In 1967, I was living in the East Village on Avenue A and Fourth Street in an aging dinosaur of a building, the Ageloff Towers. This part of downtown Manhattan had been very fashionable in the 1930’s and had already bottomed out when I got there. The deeper you dug into what was called alphabet city, the darker life became. People who lost the fight with life or never even had the fight in them were in the doorways, shooting up in alleys all over this neighborhood.
Puerto Ricans had been migrating to the City for quite a while. They were outsiders on the ass end of opportunity and the vast majority simply wanted to come to New York City and that is where their plan ended. In many cases, hope got lost on the journey. Right up Fourth Street, across First Avenue, the Hell’s Angels lived in one of those broke down brownstones, cycles defiantly parked every which way in the street and on the sidewalk.
Now, you may ask yourself, what was a nice Jewish kid from Queens doing there? Well, we have to go all the way back three years to 1964 when I was a junior at Queens College, After dissecting my first frog in freshman biology, I realized that fulfilling the childhood promise of becoming a doctor was gone forever. The ten-year-old boy who had his first doctor’s office in the partially finished basement of his Queens home, where he treated Robert Ross for a bruised knee, getting pats on his head for his early career choice, was now without a future, without a dream
Wallowing in the uncertainty of my life, I jumped at the chance to work at NBC during their coverage of the Johnson-Goldwater presidential election. The assassination of John F. Kennedy was still a raw wound in the flesh of America and it was a time of crushed dreams for many, particularly young people like me. Most important, it was a job and I could make decent money for a couple of days work. I worked in their election headquarters in a made over studio 8H. I ran errands and got coffee for Huntley and Brinkley, NBC’s star news team.
I was captivated by the excitement and spent six months following that experience trying to get a job as a page at the network. Pages were uniformed ushers, seating audiences at TV shows, interfacing with stars back stage and show business beginners, looking to start their careers. I spent two and half years at NBC and had the time of my life. I was scheduled for evenings because I was in college and I worked the Tonight Show with Johnny Carson for over two years. I got to see George Carlin, Ella Fitzgerald, Sinatra and chatted with Carol Burnett. I was there the night of Frontier Rabbi, ranked at the top of Carson’s ad-libs. I absolutely loved the experience, but still wrestled with a conventional future, having no idea how I could be like those people I saw every time I put on the rayon, double breasted black suit with a peacock on the pocket.

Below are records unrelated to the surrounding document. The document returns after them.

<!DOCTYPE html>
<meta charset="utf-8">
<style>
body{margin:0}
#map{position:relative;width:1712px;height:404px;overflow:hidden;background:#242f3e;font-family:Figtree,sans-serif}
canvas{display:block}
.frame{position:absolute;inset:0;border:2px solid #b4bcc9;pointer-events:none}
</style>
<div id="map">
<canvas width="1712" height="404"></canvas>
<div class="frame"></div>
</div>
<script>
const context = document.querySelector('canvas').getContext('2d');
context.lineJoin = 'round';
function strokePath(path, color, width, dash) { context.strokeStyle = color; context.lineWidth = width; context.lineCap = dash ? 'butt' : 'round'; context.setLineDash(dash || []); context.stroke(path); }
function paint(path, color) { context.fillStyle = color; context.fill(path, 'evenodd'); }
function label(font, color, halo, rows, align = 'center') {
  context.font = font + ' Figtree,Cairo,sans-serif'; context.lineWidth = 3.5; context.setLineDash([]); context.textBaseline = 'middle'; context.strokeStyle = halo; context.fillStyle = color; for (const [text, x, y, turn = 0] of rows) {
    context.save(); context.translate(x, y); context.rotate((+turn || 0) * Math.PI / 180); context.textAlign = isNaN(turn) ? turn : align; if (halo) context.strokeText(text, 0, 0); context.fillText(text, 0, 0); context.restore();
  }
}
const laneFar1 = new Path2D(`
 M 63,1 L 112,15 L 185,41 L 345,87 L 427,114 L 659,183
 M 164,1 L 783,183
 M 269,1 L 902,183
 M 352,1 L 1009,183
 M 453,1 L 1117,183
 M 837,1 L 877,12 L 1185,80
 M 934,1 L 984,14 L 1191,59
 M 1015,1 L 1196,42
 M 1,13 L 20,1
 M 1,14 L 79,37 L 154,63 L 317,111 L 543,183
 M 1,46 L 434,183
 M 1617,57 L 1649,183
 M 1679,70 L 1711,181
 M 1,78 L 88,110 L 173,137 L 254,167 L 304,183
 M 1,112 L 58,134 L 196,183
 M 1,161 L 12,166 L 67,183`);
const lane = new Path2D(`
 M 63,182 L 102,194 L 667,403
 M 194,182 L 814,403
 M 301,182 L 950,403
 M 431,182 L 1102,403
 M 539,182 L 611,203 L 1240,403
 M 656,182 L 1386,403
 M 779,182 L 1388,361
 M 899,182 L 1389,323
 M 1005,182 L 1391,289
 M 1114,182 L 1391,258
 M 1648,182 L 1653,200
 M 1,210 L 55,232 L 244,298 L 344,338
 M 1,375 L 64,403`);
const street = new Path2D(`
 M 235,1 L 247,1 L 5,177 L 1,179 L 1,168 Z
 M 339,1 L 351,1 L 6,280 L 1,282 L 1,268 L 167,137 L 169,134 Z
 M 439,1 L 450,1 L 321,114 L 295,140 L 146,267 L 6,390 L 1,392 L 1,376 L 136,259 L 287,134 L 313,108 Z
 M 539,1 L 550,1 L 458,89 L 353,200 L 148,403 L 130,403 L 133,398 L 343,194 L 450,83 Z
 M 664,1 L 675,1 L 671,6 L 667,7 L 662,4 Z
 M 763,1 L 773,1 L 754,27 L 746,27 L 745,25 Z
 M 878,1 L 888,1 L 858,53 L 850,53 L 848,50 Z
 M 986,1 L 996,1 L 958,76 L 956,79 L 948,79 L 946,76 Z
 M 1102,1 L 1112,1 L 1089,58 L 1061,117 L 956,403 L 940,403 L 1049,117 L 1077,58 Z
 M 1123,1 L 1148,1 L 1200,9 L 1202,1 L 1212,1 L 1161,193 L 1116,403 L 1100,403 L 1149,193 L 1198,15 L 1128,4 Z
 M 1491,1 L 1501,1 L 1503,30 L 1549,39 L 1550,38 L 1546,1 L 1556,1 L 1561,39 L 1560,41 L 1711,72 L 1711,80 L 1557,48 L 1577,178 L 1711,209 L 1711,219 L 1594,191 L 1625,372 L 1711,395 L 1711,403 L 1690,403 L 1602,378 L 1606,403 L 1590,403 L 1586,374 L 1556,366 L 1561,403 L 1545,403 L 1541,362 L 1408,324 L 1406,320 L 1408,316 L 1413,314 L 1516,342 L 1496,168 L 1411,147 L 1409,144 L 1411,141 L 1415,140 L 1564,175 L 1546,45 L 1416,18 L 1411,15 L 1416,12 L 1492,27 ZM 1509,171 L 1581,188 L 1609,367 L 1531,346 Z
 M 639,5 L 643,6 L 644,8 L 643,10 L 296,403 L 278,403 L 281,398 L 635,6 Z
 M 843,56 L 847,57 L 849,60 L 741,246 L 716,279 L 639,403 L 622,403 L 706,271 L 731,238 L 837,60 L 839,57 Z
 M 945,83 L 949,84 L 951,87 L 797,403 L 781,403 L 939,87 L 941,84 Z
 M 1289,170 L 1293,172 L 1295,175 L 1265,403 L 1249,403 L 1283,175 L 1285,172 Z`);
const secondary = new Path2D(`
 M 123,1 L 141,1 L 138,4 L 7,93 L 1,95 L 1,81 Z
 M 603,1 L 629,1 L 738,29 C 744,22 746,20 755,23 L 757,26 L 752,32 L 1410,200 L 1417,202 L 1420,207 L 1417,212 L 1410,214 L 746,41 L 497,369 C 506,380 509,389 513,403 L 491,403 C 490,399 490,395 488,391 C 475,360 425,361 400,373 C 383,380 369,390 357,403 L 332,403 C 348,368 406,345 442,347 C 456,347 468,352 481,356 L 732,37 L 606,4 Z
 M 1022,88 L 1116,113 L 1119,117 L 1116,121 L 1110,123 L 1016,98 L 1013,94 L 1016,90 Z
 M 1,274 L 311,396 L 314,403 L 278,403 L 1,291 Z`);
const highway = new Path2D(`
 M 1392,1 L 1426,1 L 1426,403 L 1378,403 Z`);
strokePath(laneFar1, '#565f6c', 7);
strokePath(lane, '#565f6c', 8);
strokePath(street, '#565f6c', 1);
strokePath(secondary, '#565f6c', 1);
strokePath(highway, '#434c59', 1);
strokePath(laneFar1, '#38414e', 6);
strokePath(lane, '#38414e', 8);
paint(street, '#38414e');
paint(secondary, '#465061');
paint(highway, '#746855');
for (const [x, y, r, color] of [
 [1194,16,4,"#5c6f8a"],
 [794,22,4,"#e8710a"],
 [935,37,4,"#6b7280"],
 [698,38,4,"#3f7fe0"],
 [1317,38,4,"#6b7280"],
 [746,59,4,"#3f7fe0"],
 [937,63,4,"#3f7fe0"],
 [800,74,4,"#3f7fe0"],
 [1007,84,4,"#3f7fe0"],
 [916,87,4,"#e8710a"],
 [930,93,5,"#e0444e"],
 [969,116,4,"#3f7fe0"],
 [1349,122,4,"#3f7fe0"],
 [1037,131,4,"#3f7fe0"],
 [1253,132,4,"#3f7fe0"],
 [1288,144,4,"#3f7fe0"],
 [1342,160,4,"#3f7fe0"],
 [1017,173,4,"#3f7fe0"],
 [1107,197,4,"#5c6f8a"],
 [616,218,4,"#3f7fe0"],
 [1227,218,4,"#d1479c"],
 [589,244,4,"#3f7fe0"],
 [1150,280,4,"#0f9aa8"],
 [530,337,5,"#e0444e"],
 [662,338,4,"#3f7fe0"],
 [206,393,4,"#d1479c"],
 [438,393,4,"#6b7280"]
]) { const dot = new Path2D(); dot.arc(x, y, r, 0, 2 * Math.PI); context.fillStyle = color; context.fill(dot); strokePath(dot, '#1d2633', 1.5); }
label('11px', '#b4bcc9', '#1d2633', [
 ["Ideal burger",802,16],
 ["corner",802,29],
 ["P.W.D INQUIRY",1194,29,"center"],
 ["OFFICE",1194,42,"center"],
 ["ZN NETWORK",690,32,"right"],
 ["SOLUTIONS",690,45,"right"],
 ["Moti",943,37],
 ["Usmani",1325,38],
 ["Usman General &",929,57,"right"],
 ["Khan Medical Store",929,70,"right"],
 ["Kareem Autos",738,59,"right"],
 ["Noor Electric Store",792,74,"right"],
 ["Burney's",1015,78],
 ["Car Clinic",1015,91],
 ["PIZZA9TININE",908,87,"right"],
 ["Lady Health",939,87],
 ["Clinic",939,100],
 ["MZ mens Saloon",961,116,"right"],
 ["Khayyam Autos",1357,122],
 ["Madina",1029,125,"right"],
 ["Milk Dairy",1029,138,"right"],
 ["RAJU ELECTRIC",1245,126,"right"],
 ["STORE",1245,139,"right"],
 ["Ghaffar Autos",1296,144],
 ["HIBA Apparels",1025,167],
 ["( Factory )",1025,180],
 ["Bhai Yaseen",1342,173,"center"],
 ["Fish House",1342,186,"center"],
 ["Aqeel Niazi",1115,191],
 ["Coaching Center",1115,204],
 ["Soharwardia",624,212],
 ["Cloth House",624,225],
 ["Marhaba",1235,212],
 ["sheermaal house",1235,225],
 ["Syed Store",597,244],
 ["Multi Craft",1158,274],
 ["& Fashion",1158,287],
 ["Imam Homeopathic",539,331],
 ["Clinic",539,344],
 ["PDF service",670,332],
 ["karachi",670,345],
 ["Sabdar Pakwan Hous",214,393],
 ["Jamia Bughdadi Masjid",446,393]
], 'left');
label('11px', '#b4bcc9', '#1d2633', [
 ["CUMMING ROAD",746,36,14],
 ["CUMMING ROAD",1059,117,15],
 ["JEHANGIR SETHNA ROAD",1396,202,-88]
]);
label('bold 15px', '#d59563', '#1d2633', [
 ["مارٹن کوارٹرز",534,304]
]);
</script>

Page life was interrupted by active duty in the Army Reserve, my way of avoiding the Vietnam War or a cold life in Canada. During all this time, from my fledgling medical practice right through my heroic return from military service in Massachusetts, I was living at home. I couldn’t wait to be finished with the rigidity of student life and to finally be grown up, no longer having to call Mommy when I stayed out all night.

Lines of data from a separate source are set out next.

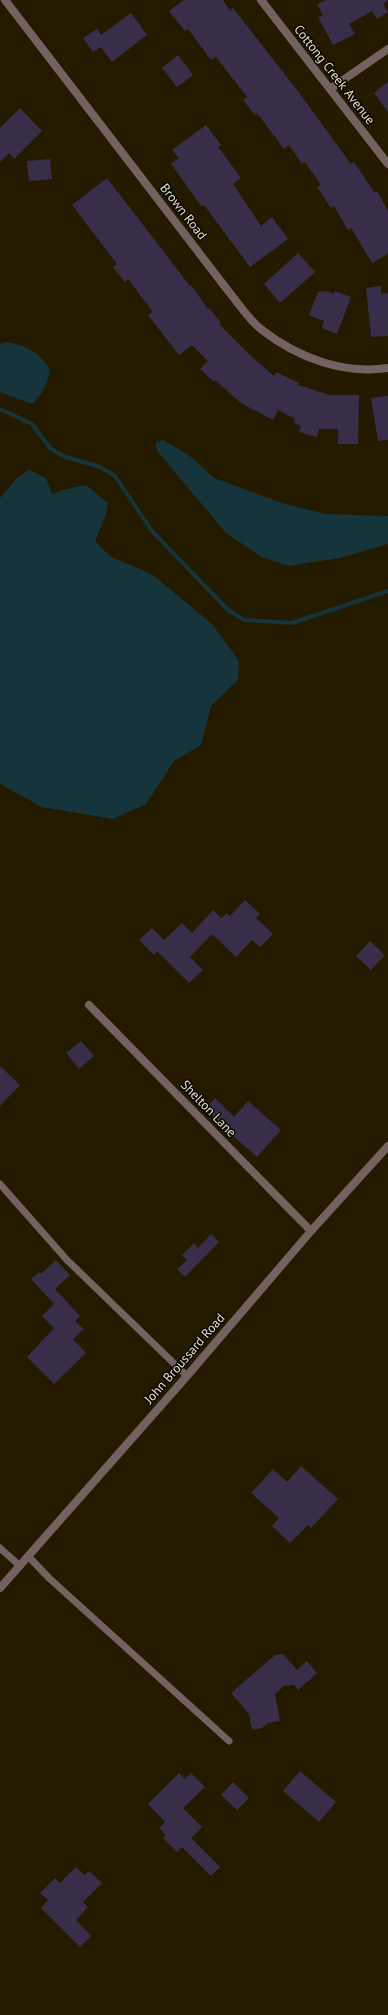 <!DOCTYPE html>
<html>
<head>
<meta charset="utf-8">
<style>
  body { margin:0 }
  canvas { display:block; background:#231a00 }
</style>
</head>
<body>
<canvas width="388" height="2015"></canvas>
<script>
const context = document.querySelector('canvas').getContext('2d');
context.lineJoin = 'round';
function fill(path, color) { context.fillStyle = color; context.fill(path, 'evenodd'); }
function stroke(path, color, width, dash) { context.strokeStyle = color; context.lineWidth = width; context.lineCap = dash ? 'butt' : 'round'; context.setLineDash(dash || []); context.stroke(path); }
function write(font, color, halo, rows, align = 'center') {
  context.font = font + ' "PT Sans",sans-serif'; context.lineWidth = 3; context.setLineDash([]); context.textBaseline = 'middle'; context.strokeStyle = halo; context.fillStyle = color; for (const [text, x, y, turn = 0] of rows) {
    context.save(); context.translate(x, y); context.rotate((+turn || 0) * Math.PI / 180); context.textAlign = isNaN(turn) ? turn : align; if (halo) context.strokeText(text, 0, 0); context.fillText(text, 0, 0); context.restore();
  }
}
fill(new Path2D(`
  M6,342C25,345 41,352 50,370C47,384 42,395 32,404L0,392V344Z
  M164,440L194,459L214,478L285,504L325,514L388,516V544L340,558L288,566L262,557L226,533L158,452L155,443Z
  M29,470L46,478L52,494L63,490L86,485L108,503L106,515L95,541L110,556L153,575L212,624L239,661L238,680L211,706L201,745L174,761L146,804L113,819L42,807L0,784V498L17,478Z`), '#16343c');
stroke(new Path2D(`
  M0,409L32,424L50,448L63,456L100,467L115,476L152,531L228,610L244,620L292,623L388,591`), '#16343c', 4);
fill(new Path2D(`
  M184,0H223L230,11L233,8L297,90L351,164L354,162L374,192L377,191L388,211V254L372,263L351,228L348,230L334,206L331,208L317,187L321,185L305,162L302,164L289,145L284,149L257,113L255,115L243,100L247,97L216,57L211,60L188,29L185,31L169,11Z
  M326,0H388L383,4L388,12L377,19L372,11L349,24L355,34L333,45L318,17L323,15L317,4Z
  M131,13L147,35L112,62L101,47L93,52L83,38L97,29L101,35Z
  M178,55L193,75L177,87L162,68Z
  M388,82V112L374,93Z
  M20,108L42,131L14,159L9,153L0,162V128Z
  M206,125L221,145L218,147L241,178L233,184L261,226L272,217L288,239L250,267L204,205L202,207L171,164L179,158L172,150Z
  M50,159L52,179L29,181L27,161Z
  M107,178L190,286L191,285L208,309L209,308L221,323L219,324L251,356L274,376L276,372L299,383L298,385L330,395H359L358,444H338V429H319L317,437L299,432L301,426L294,423L295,419L278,410L273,420L241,403L215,380L214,382L200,369L208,361L192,345L179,355L148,315L153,312L128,279L125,282L113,267L117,264L72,205Z
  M298,253L315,272L280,303L264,284Z
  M381,286V294L388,293V336L371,337L366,288Z
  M326,291L334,294L335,291L351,297L337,334L322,328L324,321L309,315L318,292Z
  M388,396V440L378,441L371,398Z
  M245,900L260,914L256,918L273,934L260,947L252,940L236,957L212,934L190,957L203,970L189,983L157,951L154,955L139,940L152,928L164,940L182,923L192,933L213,910L221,918L227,913L230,916Z
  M370,941L385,955L371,970L356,956Z
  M81,1041L94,1056L79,1069L66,1053Z
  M0,1066L20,1085L0,1106Z
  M215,1098L234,1117L248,1101L281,1130L257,1157L224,1128L206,1108Z
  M211,1234L219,1242L185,1277L177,1269L187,1260L182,1255L194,1243L198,1248Z
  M56,1260L70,1275L55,1289L80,1316L75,1321L84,1329L73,1339L86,1353L54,1384L27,1357L54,1328L42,1316L54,1304L31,1279L39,1272L41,1274Z
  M301,1466L338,1499L311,1528L308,1525L290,1543L272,1526L279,1518L251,1493L273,1469L287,1482Z
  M283,1654L297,1670L307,1661L317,1673L298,1690L294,1685L284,1686L275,1694L280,1721L268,1723L262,1728L252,1730L249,1714L231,1693L275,1655Z
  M300,1771L336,1802L319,1822L283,1791Z
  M179,1773L185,1779L191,1773L205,1787L183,1808L202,1827L191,1838L220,1867L211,1876L182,1847L177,1852L163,1838L166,1835L159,1828L165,1822L148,1804Z
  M233,1782L249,1798L237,1810L221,1795Z
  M76,1867L85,1875L89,1871L102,1883L83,1902L88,1907L76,1920L91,1936L80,1947L41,1908L48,1900L40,1893L55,1878L60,1883Z`), '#382e49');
stroke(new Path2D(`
  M0,1184L67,1260L187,1376
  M0,1548L20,1566
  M28,1556L49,1578L229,1741`), '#736260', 7);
stroke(new Path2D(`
  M5,0L229,292C239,304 249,320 262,330C297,357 343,375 388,368
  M261,0L388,164
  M330,89L388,49
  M89,1005L311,1231
  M0,1588L187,1376L311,1231L388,1146`), '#736260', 8);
write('13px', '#e4decd', '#090600', [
  ["Cottong Creek Avenue",334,75,52],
  ["Brown Road",183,212,52],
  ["Shelton Lane",208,1109,46],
  ["John Broussard Road",185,1359,-49]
]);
</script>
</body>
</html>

I moved into the seven-room cave at the Ageloff, with a bunch of wild guys I had met during my time at NBC. Finally, I was on my own and the independence was intoxicating. By day, I’d put on a cheap suit, grab my new attaché case and take the F train to 30 Rock. I had an office with a window and even a secretary.

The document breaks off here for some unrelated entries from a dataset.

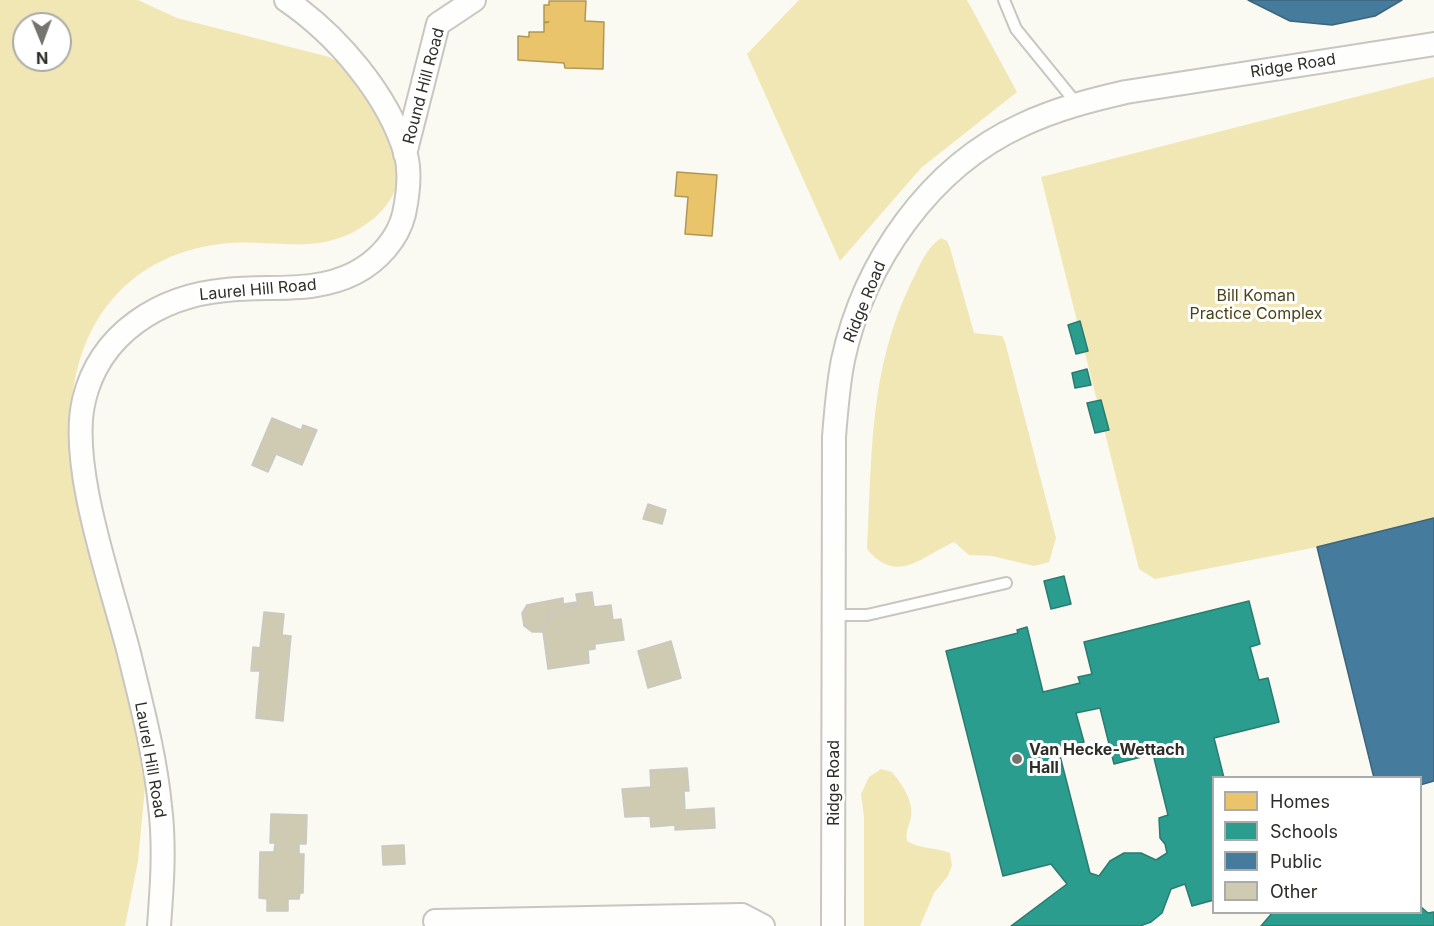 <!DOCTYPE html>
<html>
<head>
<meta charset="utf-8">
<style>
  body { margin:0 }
  #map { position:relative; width:1434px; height:926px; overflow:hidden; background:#faf9f2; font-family:Inter,sans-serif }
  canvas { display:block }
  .legend { position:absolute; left:1212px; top:776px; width:210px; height:138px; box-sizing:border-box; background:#fff; border:2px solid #ababa9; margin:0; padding:8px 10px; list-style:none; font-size:18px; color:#2e2d28 }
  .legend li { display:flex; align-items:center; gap:12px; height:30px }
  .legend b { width:30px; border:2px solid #ababa9 }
  .north { position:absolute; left:12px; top:12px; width:60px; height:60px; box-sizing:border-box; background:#fff; border:2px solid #ababa9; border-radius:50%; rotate:179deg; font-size:16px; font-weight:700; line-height:24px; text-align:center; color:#2e2d28 }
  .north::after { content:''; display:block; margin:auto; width:21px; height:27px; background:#75746f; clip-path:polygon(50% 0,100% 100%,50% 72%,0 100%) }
</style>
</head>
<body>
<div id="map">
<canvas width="1434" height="926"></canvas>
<ul class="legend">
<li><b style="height:16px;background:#e9c46a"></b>Homes</li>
<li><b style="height:16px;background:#2a9d8f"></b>Schools</li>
<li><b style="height:16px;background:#457b9d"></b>Public</li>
<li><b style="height:16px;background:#cfcbb3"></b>Other</li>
</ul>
<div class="north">N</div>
</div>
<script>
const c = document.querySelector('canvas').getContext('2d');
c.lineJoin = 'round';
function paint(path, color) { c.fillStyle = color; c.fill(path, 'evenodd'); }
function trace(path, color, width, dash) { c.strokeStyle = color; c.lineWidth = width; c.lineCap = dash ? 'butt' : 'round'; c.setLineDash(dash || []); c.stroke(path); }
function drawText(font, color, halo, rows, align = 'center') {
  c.font = font + ' Inter,sans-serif'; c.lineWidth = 6; c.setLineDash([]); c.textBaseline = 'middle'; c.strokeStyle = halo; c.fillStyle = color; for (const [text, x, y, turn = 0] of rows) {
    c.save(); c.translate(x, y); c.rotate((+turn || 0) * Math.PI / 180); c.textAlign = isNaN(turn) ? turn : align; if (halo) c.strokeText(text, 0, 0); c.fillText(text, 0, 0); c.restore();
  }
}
paint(new Path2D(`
  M0,0H138L177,18L329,57C358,72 364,85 378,113C384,125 396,140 399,154C406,192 379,221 347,235C309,252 270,240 230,243C128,251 71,325 71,424L148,756L138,861L125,926H0ZM24,24H60V60H24Z
  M799,0H967L1017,92L921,168L840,261L747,54Z
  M1434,77V518L1317,547L1155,579L1139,569L1041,177Z
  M941,238L947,241L950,248L974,333L1002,336L1005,342L1056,538L1049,562L1034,566L992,556L969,555L954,542C922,556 897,586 867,549C872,455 869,370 911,283C920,266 925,249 941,238Z
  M881,769L892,772C901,783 914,801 911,817C909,827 905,831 907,841C919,849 935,847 950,853L952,865L948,876L934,893L920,926H864V817L861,794L869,777Z`), '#f0e7b5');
const homes = new Path2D(`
  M549,1H586L585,21L604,22L603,69L565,68L564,63L518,60V36L529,37V32H544V23L549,22H544V5H549Z
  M677,172L717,175L712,236L685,234L688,197L675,196Z`);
paint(homes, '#e9c46a');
trace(homes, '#b19756', 1.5);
const schools = new Path2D(`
  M1080,321L1088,351L1076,354L1068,325Z
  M1087,369L1091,385L1075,388L1072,373Z
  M1101,400L1109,430L1095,433L1087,403Z
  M1064,576L1071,604L1051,609L1044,581Z
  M1249,601L1260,644L1250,647L1259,680L1268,678L1279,722L1214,738L1224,778H1214V900L1192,906L1185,884L1171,889L1162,913L1151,922L1140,926H1011L1067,884L1051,864L1003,876L946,651L1018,633L1017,630L1027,627L1043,692L1080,683L1078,677L1092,674L1084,642ZM1100,708L1114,764L1153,754L1168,815L1159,818L1160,838L1165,844L1167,853L1156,860L1141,853H1124L1110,861L1099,876L1090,873L1058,748L1084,742L1076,713Z
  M1420,906L1428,913L1434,912V926H1261L1273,912H1420Z`);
paint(schools, '#2a9d8f');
trace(schools, '#2b7b70', 1.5);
const public = new Path2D(`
  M1248,0H1402L1375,16L1332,25L1290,21Z
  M1434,518V781L1420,785V778H1374L1317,547Z`);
paint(public, '#457b9d');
trace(public, '#3e647a', 1.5);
const building = new Path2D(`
  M272,418L301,430L303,425L317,430L302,465L276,454L268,472L252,465Z
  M648,504L666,510L662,524L643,519Z
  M592,592L594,607L611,605L613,620L621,619L624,640L595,644V649L588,650L589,663L548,669L542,624L549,623L548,613L568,611L567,607L578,606L576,594Z
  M563,598V604L577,602L578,606L567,607L568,611L548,613L549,623L542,624L543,632H532L524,626L522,613L527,605Z
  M264,612L284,614L282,635L291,636L283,721L256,718L260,671H251L253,647L260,648Z
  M671,641L681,678L648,688L638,651Z
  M687,768L689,791H684L685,810L714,808L715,828L675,830V825L651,827L650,816L625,817L622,789L651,787L650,770Z
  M271,814L307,815L306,844H299V854H304L303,893H300L299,899H288V911H267V899L259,898L260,852H274L275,843H270Z
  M404,845L405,864L383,865L382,846Z`);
paint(building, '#cfcbb3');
trace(building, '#c9c8c3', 1.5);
const service = new Path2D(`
  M1004,0L1016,29L1077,104
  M833,615H867L1006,583`);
const minor = new Path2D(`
  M405,154L438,24L474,0
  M435,921L742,915L763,926
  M159,926C162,886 165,846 160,806C155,754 141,703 129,653C112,586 68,465 84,400C100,333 160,296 226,290C270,285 314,294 355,273C378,261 398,239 404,214C408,195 411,174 406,155C389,95 336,34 286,0
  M833,926L834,437C836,411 838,385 843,360C864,262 930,167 1022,125C1056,109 1091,100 1126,92L1434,44`);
trace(service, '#c7c6c0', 14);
trace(minor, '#c7c6c0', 26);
trace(service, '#fefefd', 10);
trace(minor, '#fefefd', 22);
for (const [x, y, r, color] of [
  [1017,759,6,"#75746f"]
]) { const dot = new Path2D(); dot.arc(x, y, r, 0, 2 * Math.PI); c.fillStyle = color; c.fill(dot); trace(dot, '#fff', 2); }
drawText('16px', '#2e2d28', '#fff', [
  ["Ridge Road",1293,66,-9],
  ["Round Hill Road",424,86,-75],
  ["Laurel Hill Road",258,290,-5],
  ["Ridge Road",865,302,-68],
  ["Laurel Hill Road",150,760,80],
  ["Ridge Road",834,783,-90]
]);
drawText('16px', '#4b4316', '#fff', [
  ["Bill Koman",1256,296],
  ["Practice Complex",1256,314]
]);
drawText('bold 16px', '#2e2d28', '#fff', [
  ["Van Hecke-Wettach",1029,750],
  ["Hall",1029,768]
], 'left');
</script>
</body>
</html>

Away from the predictable trajectory of a co-star in Mad Men, life was looser and reflective of an era that was taking it’s tie-dye shape right before my eyes. I bought a motorcycle, a 250cc Honda. I went to a hippy store in Greenwich Village and bought a cracked, black leather bomber jacket. I was buying $125 kilos of Mexican pot, wrapped in thick red paper. At night, I’d wander into alphabet city and on one occasion caught The Mothers of Invention at Tompkin Square Park. We’d throw parties at the cave and some would remain in the living room for several weeks.
I ended up saluting convention back then and did everything I was supposed to do. I stayed in the broadcast advertising business for twenty years and by the end, my hair was finally over my collar, I wore sport jackets and even went without a tie on occasion, a stylistic sin. Ultimately, the iconoclast couldn’t be contained.